This topic was touched on by the next speaker, John Miles. John is Chairman of  the Midland Collection Trust, which supervises a collection of 39,000 Midland Railway documents and artefacts which constitute the majority of those held in the Midland Railway Study Centre. These were formerly owned by Roy Burrows, and John spoke very informatively on how the trust to manage the collection was established, how it had been catalogued, and how it is currently maintained. John's most interesting anecdote was that in the gallery of Midland Railway items on the Trust's website, the most looked at were the chamber pots from the company's hotels. Ultimately, this talk focussed the audience's mind on the fact that many collections of railway items are in the hands of private collectors. Indeed, as many who have read some of my earlier posts will know, this is a matter that concerns me greatly. What happens to these collections when their owners pass on? How can we be sure they will be saved when their families, through no fault of their own, have no knowledge of their value? Lastly, how do we disseminate amongst the general public knowledge of where collections of railway artefacts and documents can be deposited?
Grahame Boyes of the Railway and Canal Historical Society Speaking

Grahame Boyes and Keith Fenwick from the Railway and Canal Historical Society then demonstrated the 'Transport Archive Register' (formerly the Tracking Railway Archives Project). This is a database of where archival material from railways and canals is stored around the country, and was begun in the early 2000s to complement other archival databases, such as the now defunct Access 2 Archives and the National Register of Archives. Researchers can search the database by railway or canal company, subject, industry, county, country or people, and then will be provided a link to the relevant web page. I was struck by the fact that if the railway community are going to come together to preserve and promote railway archives, then tools such as this, which are added to by the community, are going to be vital. We need hubs whereby information on railway archives can be found and pooled. Indeed, this may take the form of a website, yet there also may be a need for a central organising committee that can marshal such efforts.

The last talk of the day was given by Joan Unwin, archivist at the Company of Cultlers in Hallamshire. This company was established in 1624 to maintain the quality of Sheffield manufactured cutlery and steel products. She spoke of one particular accession into its archive of 1400 razors and the issues surrounding this, including the evident safety concerns regarding the storage of these potentially dangerous items.

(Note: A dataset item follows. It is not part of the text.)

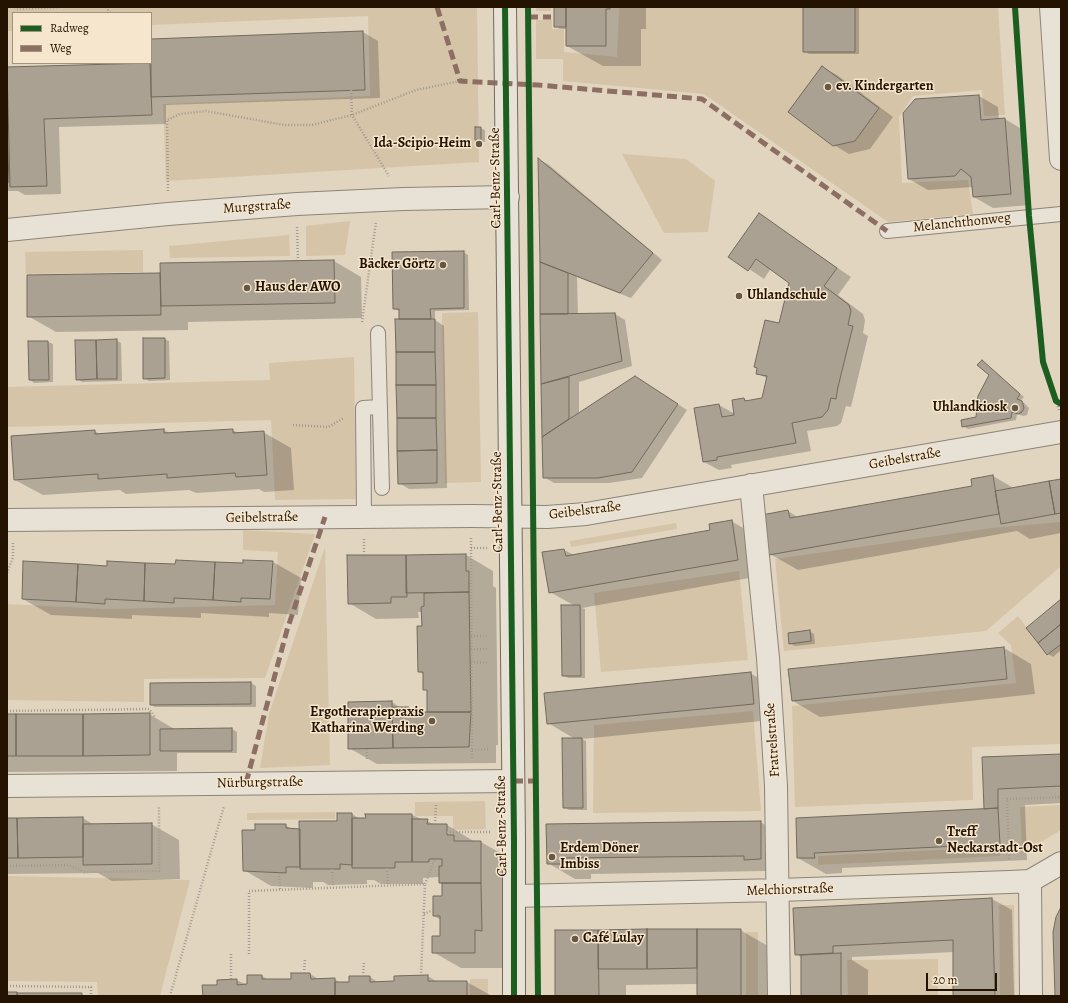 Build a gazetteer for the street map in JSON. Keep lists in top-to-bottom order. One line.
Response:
{"streets":{"street":["Carl-Benz-Straße","Murgstraße","Geibelstraße","Fratrelstraße","Nürburgstraße","Melchiorstraße"],"lane":["Melanchthonweg"]},"crossings":[["Carl-Benz-Straße","Murgstraße"],["Carl-Benz-Straße","Geibelstraße"],["Carl-Benz-Straße","Nürburgstraße"],["Carl-Benz-Straße","Melchiorstraße"],["Geibelstraße","Fratrelstraße"],["Fratrelstraße","Melchiorstraße"]],"places":["ev. Kindergarten","Ida-Scipio-Heim","Bäcker Görtz","Haus der AWO","Uhlandschule","Uhlandkiosk","Ergotherapiepraxis Katharina Werding","Treff Neckarstadt-Ost","Erdem Döner Imbiss","Café Lulay"],"legend":["Radweg","Weg"],"scale_bar":"20 m"}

While donations of paper archives are trouble enough for archivists, the talk highlighted the what problems there are when archives take into stock physical items. In the context of railways this is potentially a huge problem, given that they were, and are, producers of items of all sorts. Indeed, the talk challenged the audience to think about what railway archives actually need to acquire, and whether every physical item needs to be kept.
Roy Edwards and Keith Harcourt leading the round-table.

The workshop ended with a round-table discussion where many of the ideas and questions highlighted in the two days were thrown around. While nothing concrete was decided on there and then, I think we have started a very large ball rolling. I am certain that in the next coming months the energy and enthusiasm that the speakers and delegates showed towards railway archives will produce many new ideas and initiatives to aid their promotion, use and preservation. 

I am looking forward to playing a large part in this and working with the many of the new friends I have made this weekend. Indeed, there is much work to be done; for myself, and a whole community of amateurs and academics who love the railways. I want to finish off by saying a big thank you to the two organisers of the workshop, Keith Harcourt and Roy Edwards, for putting on such a wonderful event - it was truly fantastic and at the end of Saturday night, I was not happy to be leaving! 

Many thanks to Keith Harcourt for many of the photos.


[1] The Executive of the HMRS. Carried on page 2 of every copy of the Society’s Journal.
[2] Simmons, J. & Biddle, G The Oxford Companion to Railway History. Oxford University Press, Oxford (1997) Page 205)

Sunday, 8 April 2012

'Titanic' and the London and South Western Railway - An Intimate Relationship

The London and South Western Railway had an intimate relationship with Titanic, the ship having sailed from the company’s Southampton Docks. However, the association goes deeper than just a doomed ship sailing from a south coast port that happened to be owned by a railway company. Rather, from its inception, Titanic had been destined to sail from Southampton.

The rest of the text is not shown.